Wednesday, February 8, 2012

We Pray & Accept Responsibility


We pray/accept responsibility for children
    who sneak Popsicles before supper,
    who erase holes in math workbooks,
    who can never find their shoes.


And we pray/accept responsibility for those
    who stare at photographers from behind barbed wire,
    who can't bound down the street in a new pair of sneakers,
    who never "counted potatoes,"
    who were born in places we wouldn't be caught dead,
    who never go to the circus,
    who live in an X-rated world.


We pray/accept responsibility for children
    who bring us sticky kisses and fistfuls of dandelions,
    who hug us in a hurry and forget their lunch money.
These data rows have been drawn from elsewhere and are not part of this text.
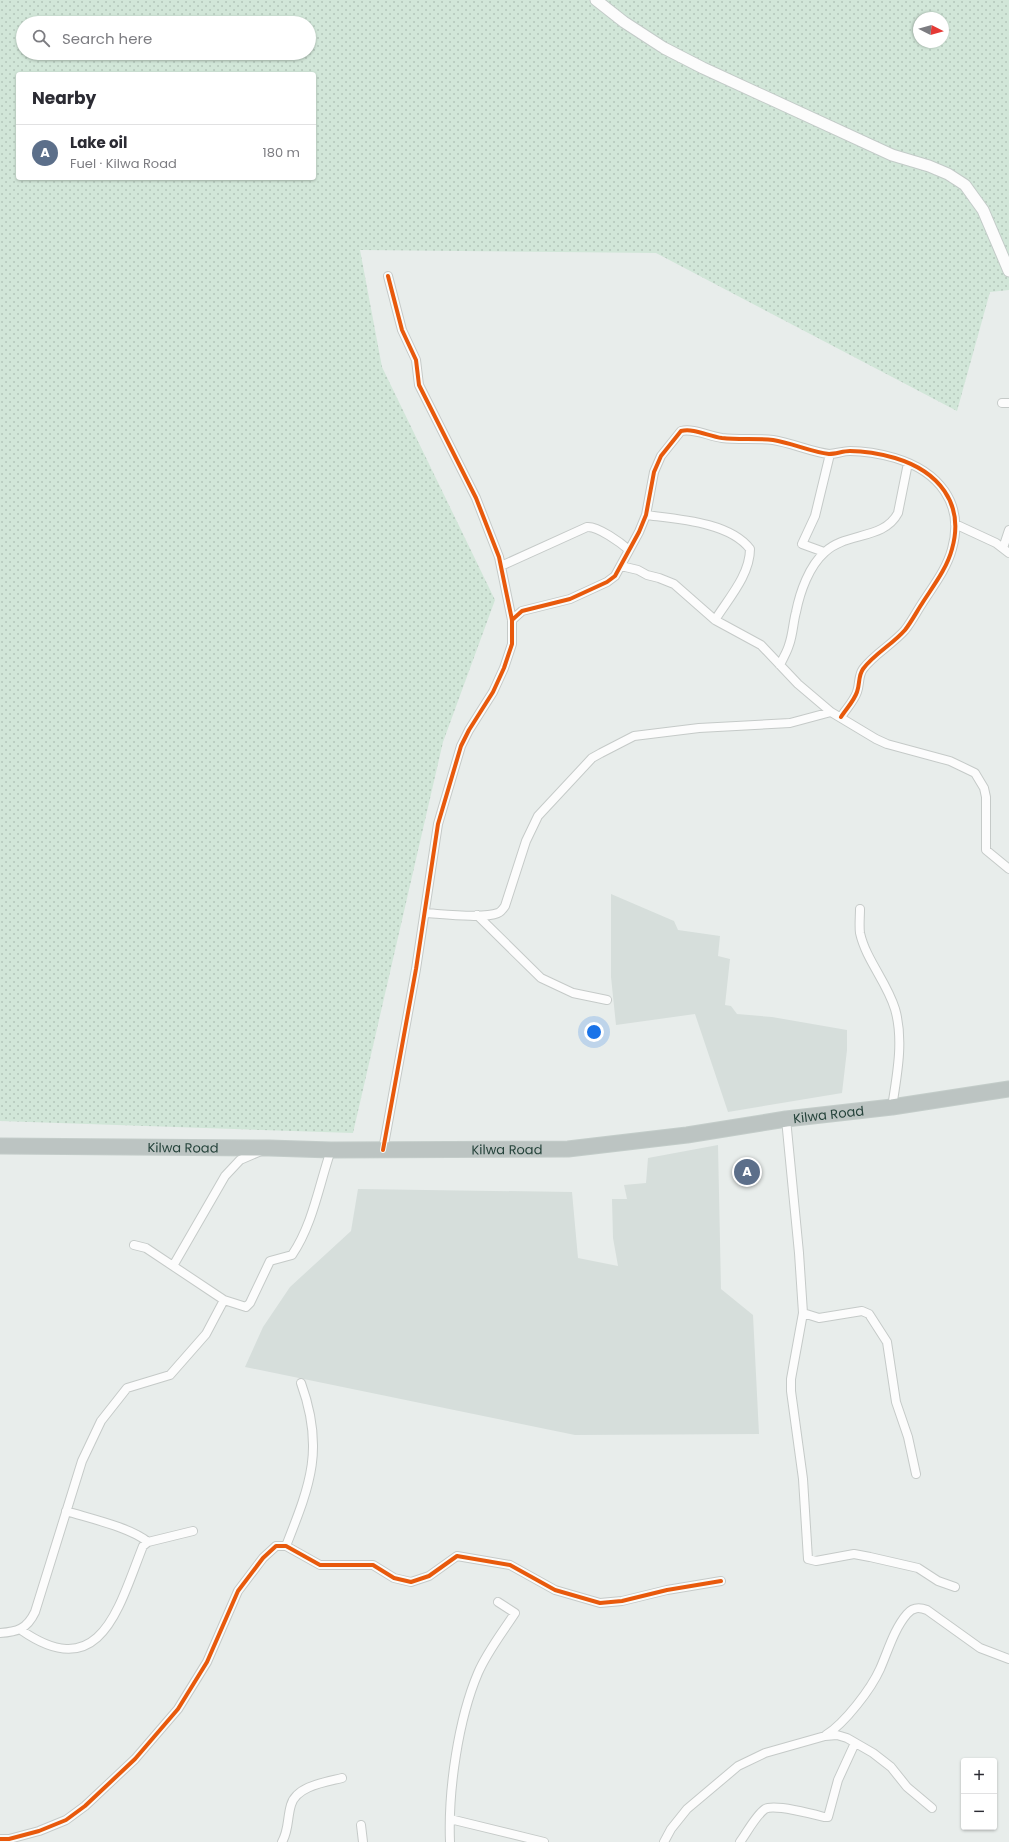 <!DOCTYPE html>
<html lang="en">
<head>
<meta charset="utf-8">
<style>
  body { margin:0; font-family:Poppins,sans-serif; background:#f7f7f7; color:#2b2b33 }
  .controls { position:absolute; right:12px; bottom:12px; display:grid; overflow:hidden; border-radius:4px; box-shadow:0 1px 3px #0004 }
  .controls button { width:36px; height:36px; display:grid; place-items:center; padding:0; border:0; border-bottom:1px solid #e1e1e2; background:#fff; color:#2b2b33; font:20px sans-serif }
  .compass { position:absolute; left:913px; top:12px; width:36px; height:36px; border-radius:50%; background:#fff; box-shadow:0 1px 3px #0004; rotate:96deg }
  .you { position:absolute; left:594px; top:1032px; width:14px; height:14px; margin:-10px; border:3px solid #fff; border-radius:50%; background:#1a73e8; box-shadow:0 0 0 6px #1a73e833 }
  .badge { display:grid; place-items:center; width:26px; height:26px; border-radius:50%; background:#7c3aed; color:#fff; font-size:13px; font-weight:700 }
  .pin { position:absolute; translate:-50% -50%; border:2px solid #fff; box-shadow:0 1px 4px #0006 }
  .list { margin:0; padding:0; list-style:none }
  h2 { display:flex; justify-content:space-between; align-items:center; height:52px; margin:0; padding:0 16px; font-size:17px }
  h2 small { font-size:13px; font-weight:400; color:#7c7c81 }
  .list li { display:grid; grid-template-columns:26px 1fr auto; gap:12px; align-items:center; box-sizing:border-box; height:56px; padding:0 16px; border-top:1px solid #e1e1e2 }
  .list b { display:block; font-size:15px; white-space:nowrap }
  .list p { margin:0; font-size:13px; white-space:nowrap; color:#7c7c81 }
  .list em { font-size:13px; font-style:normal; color:#7c7c81 }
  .icon { flex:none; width:22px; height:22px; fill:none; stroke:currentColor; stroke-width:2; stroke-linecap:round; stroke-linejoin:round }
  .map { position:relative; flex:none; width:1009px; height:1842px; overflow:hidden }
  .search { position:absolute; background:#fff; box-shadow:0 1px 3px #0004; left:16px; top:16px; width:300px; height:44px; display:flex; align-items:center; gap:10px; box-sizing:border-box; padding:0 14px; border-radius:22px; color:#7c7c81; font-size:15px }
  .panel { position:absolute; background:#fff; box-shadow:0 1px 3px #0004; left:16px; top:72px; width:300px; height:108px; border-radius:4px }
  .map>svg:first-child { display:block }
  .built { fill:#d6dedb }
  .green { fill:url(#green-dots); fill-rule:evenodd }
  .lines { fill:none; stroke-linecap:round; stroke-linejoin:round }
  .street-casing { stroke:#c5cac8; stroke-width:10 }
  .secondary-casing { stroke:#c3cbc8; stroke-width:13 }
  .highway-casing { stroke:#c3ccc9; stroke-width:17 }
  .street { stroke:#fcfcfc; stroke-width:8 }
  .secondary { stroke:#fcfcfc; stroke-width:11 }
  .highway { stroke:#bcc4c2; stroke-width:15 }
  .cycleway-casing { stroke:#f7fbf9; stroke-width:6 }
  .cycleway { stroke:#e8590c; stroke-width:4 }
  .labels { text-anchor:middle; stroke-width:3.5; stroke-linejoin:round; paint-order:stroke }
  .street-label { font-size:13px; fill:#24423a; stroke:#f7fbf9 }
</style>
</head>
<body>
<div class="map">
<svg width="1009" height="1842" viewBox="0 0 1009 1842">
  <defs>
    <pattern id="green-dots" width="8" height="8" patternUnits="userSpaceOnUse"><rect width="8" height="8" fill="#d1e6d8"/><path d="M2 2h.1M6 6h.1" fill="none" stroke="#b3c6ba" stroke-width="1.8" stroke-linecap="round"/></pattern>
  </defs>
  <rect width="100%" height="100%" fill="#e8edeb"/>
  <path class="built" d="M611 894 674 921 678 930 720 936 718 956 730 959 725 1005 731 1006 737 1014 772 1017 847 1030V1050L842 1093 728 1112 695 1014 616 1025 611 977Z
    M718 1145 721 1289 753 1315 759 1434 575 1435 245 1367 263 1327 290 1287 351 1231 358 1189 572 1192 578 1258 618 1266 613 1238 612 1199H627L624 1185 646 1183 648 1158Z"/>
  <path class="green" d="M0 0H1009V290L990 292 957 411 656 253 360 250 382 367 495 600 443 742 353 1133 0 1121ZM919 18H943V42H919ZM23 23H309V53H23ZM18 74H314V178H18Z"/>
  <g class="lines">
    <g class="street-casing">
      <path id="street" d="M1002 403H1009
        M646 515C677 519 730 522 750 549 750 575 728 599 715 620
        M955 524 996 543 1009 553
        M1003 548 1009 530
        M824 552 802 544 815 516 830 454
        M501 566 587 527C598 526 621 543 629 550
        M621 566 638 570 647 575 659 578 674 584 715 620 761 645 798 684 831 712 876 739 887 744 950 761 975 773 984 788 986 797V850L1009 869
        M512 620 522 611 570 599 607 582 615 576 639 532 646 515 654 472 661 456 681 431C694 428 708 436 722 438 739 440 756 438 773 440 792 443 811 452 829 454 836 454 843 451 850 451 865 451 881 454 895 458 938 471 965 503 952 549 947 568 934 585 923 602 917 611 912 621 905 630 893 644 874 654 863 669 858 676 860 684 857 692 854 701 846 709 841 717
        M780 665C783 658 787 652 789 645 793 634 793 623 796 612 800 592 809 566 825 552 846 532 884 540 898 513L908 463
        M860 909C860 917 859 925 860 933 866 960 887 982 895 1009 904 1040 897 1075 892 1107
        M425 913C442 914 483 919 498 913 501 912 503 909 505 906L526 841 538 816 592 758 601 753 634 736 699 728 790 723 831 712
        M477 915 541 978 573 993 607 1000
        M786 1119 799 1253 803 1313 791 1379V1391L803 1479 808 1559 816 1561 854 1554 870 1557 918 1568 938 1581 955 1587
        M383 1150 416 969 438 824 461 746 469 730 493 692 504 668 512 644V620L499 557 476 498 419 385 416 360 402 330 388 276
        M134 1245 146 1248 224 1300 246 1307 250 1303 270 1261 292 1255C313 1224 319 1185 331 1150
        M173 1266 225 1176 240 1160 261 1151
        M803 1313 819 1318 862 1311 869 1314 887 1342 896 1402 908 1437 916 1474
        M66 1511C88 1518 130 1527 148 1542
        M286 1546C310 1485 325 1449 301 1383
        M21 1630C101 1686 119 1606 143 1546L148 1542 193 1531
        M0 1633C17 1632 27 1629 35 1612L82 1461 101 1421 127 1388 170 1375 206 1334 224 1300
        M826 1735C845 1723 871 1689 880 1669 888 1651 894 1629 907 1614 913 1607 919 1607 927 1610L980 1648 1009 1659
        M450 1819 544 1842
        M361 1825 363 1842
        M0 1839H9L39 1831 66 1820 85 1806 135 1759 178 1709 207 1662 238 1591 263 1558 276 1546H286L320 1565H373L394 1578 411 1582 429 1576 457 1556 510 1565 555 1590 600 1603 622 1601 667 1590 721 1581
        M282 1842C289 1830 287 1818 291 1805 296 1786 326 1782 342 1778
        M450 1842C448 1791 458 1720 478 1673 487 1652 502 1633 515 1613L498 1602
        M664 1842 671 1829 687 1809 738 1766 765 1753 825 1736 837 1735 847 1738 873 1753 891 1767 907 1787 932 1808
        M740 1842C746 1834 756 1815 765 1809 774 1804 813 1814 824 1817H828L838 1780 855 1743"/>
    </g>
    <g class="secondary-casing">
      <path id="secondary" d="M596 0 624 22 664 48 703 68 892 155 929 166 948 174 965 185 983 210 1009 271"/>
    </g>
    <g class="highway-casing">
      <g id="highway">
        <path id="s1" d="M0 1146 269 1148 331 1150 568 1149 687 1135 786 1119 892 1107 1009 1089"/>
      </g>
    </g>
    <use href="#street" class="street"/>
    <use href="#secondary" class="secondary"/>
    <use href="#highway" class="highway"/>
    <g class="cycleway-casing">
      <path id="cycleway" d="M512 620 522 611 570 599 607 582 615 576 639 532 646 515 654 472 661 456 681 431C694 428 708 436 722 438 739 440 756 438 773 440 792 443 811 452 829 454 836 454 843 451 850 451 865 451 881 454 895 458 938 471 965 503 952 549 947 568 934 585 923 602 917 611 912 621 905 630 893 644 874 654 863 669 858 676 860 684 857 692 854 701 846 709 841 717
        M383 1150 416 969 438 824 461 746 469 730 493 692 504 668 512 644V620L499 557 476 498 419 385 416 360 402 330 388 276
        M0 1839H9L39 1831 66 1820 85 1806 135 1759 178 1709 207 1662 238 1591 263 1558 276 1546H286L320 1565H373L394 1578 411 1582 429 1576 457 1556 510 1565 555 1590 600 1603 622 1601 667 1590 721 1581"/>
    </g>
    <use href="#cycleway" class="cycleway"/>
  </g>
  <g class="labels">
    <g class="street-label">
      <text dy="5" stroke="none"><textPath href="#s1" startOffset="831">Kilwa Road</textPath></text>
      <text dy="5" stroke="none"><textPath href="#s1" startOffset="183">Kilwa Road</textPath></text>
      <text dy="5" stroke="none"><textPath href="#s1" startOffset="507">Kilwa Road</textPath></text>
    </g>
  </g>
</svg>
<div class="controls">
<button>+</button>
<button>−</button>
</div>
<svg class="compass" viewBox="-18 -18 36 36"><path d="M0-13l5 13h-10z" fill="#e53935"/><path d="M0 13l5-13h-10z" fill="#7c7c81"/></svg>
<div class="you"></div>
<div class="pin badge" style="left:747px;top:1172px;background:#5c6f8a">A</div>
<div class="search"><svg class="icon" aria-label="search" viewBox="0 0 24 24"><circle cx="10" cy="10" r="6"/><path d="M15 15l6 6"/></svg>Search here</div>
<section class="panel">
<h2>Nearby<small></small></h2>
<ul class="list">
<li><span class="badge" style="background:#5c6f8a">A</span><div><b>Lake oil</b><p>Fuel · Kilwa Road</p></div><em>180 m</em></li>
</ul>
</section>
</div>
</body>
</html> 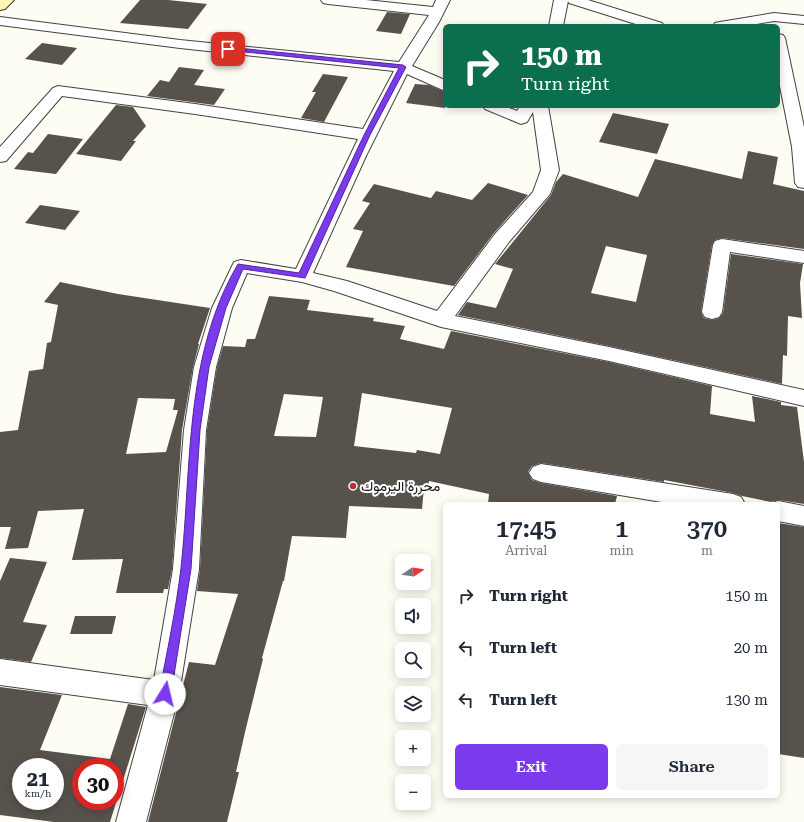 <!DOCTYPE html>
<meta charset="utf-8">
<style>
body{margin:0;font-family:"Roboto Serif",Vazirmatn,serif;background:#f6f6f7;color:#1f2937;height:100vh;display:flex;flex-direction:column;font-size:15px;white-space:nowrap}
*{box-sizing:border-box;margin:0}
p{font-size:13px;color:#747a83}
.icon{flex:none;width:22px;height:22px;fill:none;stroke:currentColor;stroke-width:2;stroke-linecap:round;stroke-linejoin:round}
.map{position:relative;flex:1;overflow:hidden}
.drawer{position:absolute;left:443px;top:502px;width:337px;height:296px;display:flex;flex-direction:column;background:#fff;border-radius:6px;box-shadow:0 2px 10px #0003}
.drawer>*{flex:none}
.guide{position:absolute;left:443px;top:24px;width:337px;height:84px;border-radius:6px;box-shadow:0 2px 10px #0003;background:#0b6e4f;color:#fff;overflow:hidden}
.needle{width:26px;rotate:77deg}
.tools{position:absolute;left:395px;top:554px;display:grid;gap:8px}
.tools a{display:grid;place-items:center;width:36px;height:36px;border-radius:6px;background:#fff;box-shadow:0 2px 10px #0003;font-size:20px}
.speed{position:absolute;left:12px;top:758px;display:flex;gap:8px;font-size:20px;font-weight:700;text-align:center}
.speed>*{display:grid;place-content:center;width:52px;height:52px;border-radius:50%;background:#fff;box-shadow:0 2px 10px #0003;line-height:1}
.speed small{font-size:10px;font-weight:400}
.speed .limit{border:6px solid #d22;background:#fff;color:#111}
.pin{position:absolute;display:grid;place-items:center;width:34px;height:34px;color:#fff;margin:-17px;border-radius:8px;box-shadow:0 2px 6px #0006}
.me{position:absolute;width:44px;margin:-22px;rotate:9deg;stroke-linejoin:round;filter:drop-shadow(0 0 3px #0008)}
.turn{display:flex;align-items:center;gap:14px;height:84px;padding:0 12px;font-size:18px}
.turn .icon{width:52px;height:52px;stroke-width:2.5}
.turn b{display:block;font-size:28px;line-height:34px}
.eta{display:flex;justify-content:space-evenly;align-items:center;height:68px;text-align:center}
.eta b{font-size:24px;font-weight:600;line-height:28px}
.action{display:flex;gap:8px;margin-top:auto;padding:8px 12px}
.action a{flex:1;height:46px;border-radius:6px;background:#7c3aed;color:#fff;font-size:16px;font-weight:600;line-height:46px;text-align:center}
.action a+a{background:#f6f6f7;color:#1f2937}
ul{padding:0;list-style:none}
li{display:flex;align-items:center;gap:12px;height:52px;padding:0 12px}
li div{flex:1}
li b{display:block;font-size:15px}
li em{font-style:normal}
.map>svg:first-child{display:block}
.building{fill:#58524d;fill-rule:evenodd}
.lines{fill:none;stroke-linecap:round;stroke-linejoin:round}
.street-casing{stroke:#434343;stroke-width:2}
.secondary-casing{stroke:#323232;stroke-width:2}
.street{fill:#fff;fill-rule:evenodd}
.secondary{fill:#faf5b3;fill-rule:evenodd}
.route{fill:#7c3aed;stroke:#51269a}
.poi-dot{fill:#b83030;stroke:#fff;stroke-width:1.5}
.labels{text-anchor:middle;stroke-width:4;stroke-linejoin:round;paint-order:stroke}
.poi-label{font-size:14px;fill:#101010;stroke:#fff;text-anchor:start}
</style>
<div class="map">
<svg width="804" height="822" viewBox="0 0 804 822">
<rect width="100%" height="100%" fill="#fefdf4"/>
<path class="building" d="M140,0h28l39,4 -19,25 -68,-6z
M387,12l23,2 -9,20 -25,-3z
M42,43l35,5 -15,17 -37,-6z
M179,67l25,3 -10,15 31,4 -11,16 -67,-9 13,-16 9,2z
M323,74l25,3 -24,45 -23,-4 15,-26h-4z
M415,84l14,1 16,7v16l-39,-5z
M116,105l17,2 13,19 -13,15h3l-15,20 -45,-7z
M613,113l56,11 -12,30 -58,-12z
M48,134l35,5 -27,35 -42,-5 14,-17 5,1z
M748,151l30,6 -5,27 31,7v58l-82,-11 -7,2 -3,5 -11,67 3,6 8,2 7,-2 4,-5 8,-59 72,10 -3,19 2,35 -14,-2 -1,40 -4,-1 -1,29 -173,-38 -151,-31 9,-13 29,6 17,-39 -18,-5 56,-69 5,-13 7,-8 75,23 17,-38 87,20zM606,246l41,9 -11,47 -45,-9z
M488,183l40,12 -34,38 -40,53 -108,-19 17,-36 -10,-2 17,-26 -8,-2 12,-17 57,14 5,-7 36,9z
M40,205l40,6 -15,19 -40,-7z
M60,282l58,12 92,14 -12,36h1l-6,23 -11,63 -10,139 -4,20h-4l-1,4h-47l7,-34 -51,1 12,-51 -46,2 -10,37 -23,1 6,-22h-11v-95l18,-2 11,-59 14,-2 4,-26 4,-1 7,-37 -14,-3zM138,398l37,1 -2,11h5l-12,42 -40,2z
M269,296l41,4 -3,10 67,8 -1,3 32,5 -5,13 44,10 7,-18 158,31 103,24 -2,28 45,8 -3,-26 29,6v3l16,2 7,55v42l-26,-4 -7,2 -29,-6 -9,-3 -69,-13v2l-123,-19 -9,3 -4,6 4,8 9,3 76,13 -2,8h-127l1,-10 -60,-13 -1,8 -4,-1 -2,21 -73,-3 -3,32 -54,-2 -8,45h-1l-21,77 1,1 -17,69 -10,44h3l-12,50h-79l41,-160 26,3 23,-71 -41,-3 3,-22 7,-139 10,-63 6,-21 22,1 2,-8h8zM362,393l90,15 -12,46 -23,-4 -1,3 -62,-7zM284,394l39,3 -7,40 -42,-1z
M778,523l26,4v231l-26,-4z
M10,558l37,4 -24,60 24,3 -16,37 -31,-4v-77z
M75,616h41l-4,18h-42z
M0,687l62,8 -22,55 70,9 18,-55 18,3 -36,115h-56l-54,-7zM21,767h34v34h-34zM81,767h34v34h-34z"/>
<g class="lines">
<defs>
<path id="street" d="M321,0h45l67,7 3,-7h14l-11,22 -27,44 33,14v11l-38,-17 -41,82 -53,117 34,8 90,30 58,-77 38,-42 8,-22 -8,-58 -6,10 -6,2 -36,-15 -2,-3h21l13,5 3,-5h28l11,64 -9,24 -41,48 -54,74 154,31 195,43v16l-195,-45 -168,-34 -107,-36 -32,-9 -55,-9 -15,35 -16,59 -10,63 -7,139 -20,125 -33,128h-30l32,-117 -148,-20v-26l154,21 19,-111 11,-139 10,-63 18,-59 22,-46 7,-2 55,9 62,-130 -163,-25 -133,-18 -56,65 -6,1v-15l53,-59 5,-2 137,18 168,25 31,-58 -214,-23 -180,-23v-8l180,23 219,22 30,-47 -101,-11 -5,-1z
M554,0h34l74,23 2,3h-22l-73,-23 -1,-2 -5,25h-14z
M774,13l30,3v8l-30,-3 -29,5h-32l2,-3 5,-1z
M778,34l5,1 2,3 19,89v61l-6,-1 -3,-4 -3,-36 -14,-71z
M722,239l82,12v12l-74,-11 -8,60 -3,5 -7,2 -7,-2 -3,-5 11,-67 2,-4z
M541,464l192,30 8,3 4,7h-71l-133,-22 -8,-3 -4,-6 4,-6z
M778,501l26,5v20l-26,-5v-17h-8z"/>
<path id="secondary" d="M0,0h14l-9,9 -5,1z"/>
</defs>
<use href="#street" class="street-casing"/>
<use href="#secondary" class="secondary-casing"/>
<use href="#street" class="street"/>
<use href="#secondary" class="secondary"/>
</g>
<path class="route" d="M228,47l175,18 3,2 -36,68 -65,143 -62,-9 -17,39 -17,59 -9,63 -9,139 -20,125 -2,4 -4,1 -4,-1 -2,-4c8,-42 17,-84 22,-126 11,-102 3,-212 57,-304l61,9 65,-138 35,-67 -173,-18 -1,-1z"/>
<circle class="poi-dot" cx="353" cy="486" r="4"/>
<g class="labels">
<g class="poi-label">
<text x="361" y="491">محررة اليرموك</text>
</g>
</g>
</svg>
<div class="tools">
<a><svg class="needle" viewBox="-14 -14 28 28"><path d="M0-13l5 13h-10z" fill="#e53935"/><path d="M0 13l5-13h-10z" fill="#747a83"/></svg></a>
<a><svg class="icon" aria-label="sound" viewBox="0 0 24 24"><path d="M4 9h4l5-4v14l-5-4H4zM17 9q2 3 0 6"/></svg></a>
<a><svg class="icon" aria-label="search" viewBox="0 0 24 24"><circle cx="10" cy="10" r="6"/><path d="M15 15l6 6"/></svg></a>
<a><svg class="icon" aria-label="layers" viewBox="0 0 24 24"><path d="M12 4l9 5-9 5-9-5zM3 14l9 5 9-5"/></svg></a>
<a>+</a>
<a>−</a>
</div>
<div class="speed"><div>21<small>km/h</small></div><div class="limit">30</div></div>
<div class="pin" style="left:228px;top:49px;background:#d93025"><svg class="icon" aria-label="arrive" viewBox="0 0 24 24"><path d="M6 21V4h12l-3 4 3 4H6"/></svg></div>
<svg class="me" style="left:165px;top:694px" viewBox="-20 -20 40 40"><circle r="19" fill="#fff"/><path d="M0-13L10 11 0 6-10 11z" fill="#7c3aed"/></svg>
<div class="guide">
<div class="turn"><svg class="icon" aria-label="right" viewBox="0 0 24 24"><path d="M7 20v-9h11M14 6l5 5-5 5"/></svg><div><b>150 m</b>Turn right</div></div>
</div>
<section class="drawer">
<div class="eta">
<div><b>17:45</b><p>Arrival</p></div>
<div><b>1</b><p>min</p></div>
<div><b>370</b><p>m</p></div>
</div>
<ul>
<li><svg class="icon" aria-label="right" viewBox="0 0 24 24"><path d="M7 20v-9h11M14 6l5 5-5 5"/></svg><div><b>Turn right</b></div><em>150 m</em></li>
<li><svg class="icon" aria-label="left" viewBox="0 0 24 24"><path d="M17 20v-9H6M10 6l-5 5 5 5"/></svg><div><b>Turn left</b></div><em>20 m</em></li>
<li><svg class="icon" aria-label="left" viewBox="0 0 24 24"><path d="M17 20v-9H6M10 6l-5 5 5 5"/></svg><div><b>Turn left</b></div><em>130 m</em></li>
</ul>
<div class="action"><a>Exit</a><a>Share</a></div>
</section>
</div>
And we pray/accept responsibility for those
    who never get dessert,
    who have no safe blanket to drag behind them,
    who watch their parents watch them die,
    who can't find any bread to steal,
    who don't have any rooms to clean up,
    who pictures aren't on anybody's dresser
    and whose monsters are real.


We pray/accept responsibility for children
    who spend all their allowance before Tuesday,
    who throw tantrums in the grocery store and pick at their food,
    who like ghost stories
    who shove dirty clothes under the bead and never rinse out the tub,
    who get visits from the tooth fairy,
    who don't like to be kissed in front of the carpool,
    who squirm in church or temple and scream in the phone,
    whose tears we sometimes laugh at and whose smiles can make us cry.


And we pray/accept responsibility for those
    whose nightmares come in the daytime,
    who will eat anything,
    who have never seen a dentist,
    who aren't spoiled by anybody,
    who go to bed hungry and cry themselves to sleep,
    who live and move, but have no being.


We pray/accept responsibility for children
    who want to be carried and for those who must,
    for those we never give up on and 
    those who don't get a second chance,
    for those we smother and for those who will grab
    the hand of anyone kind enough to offer it.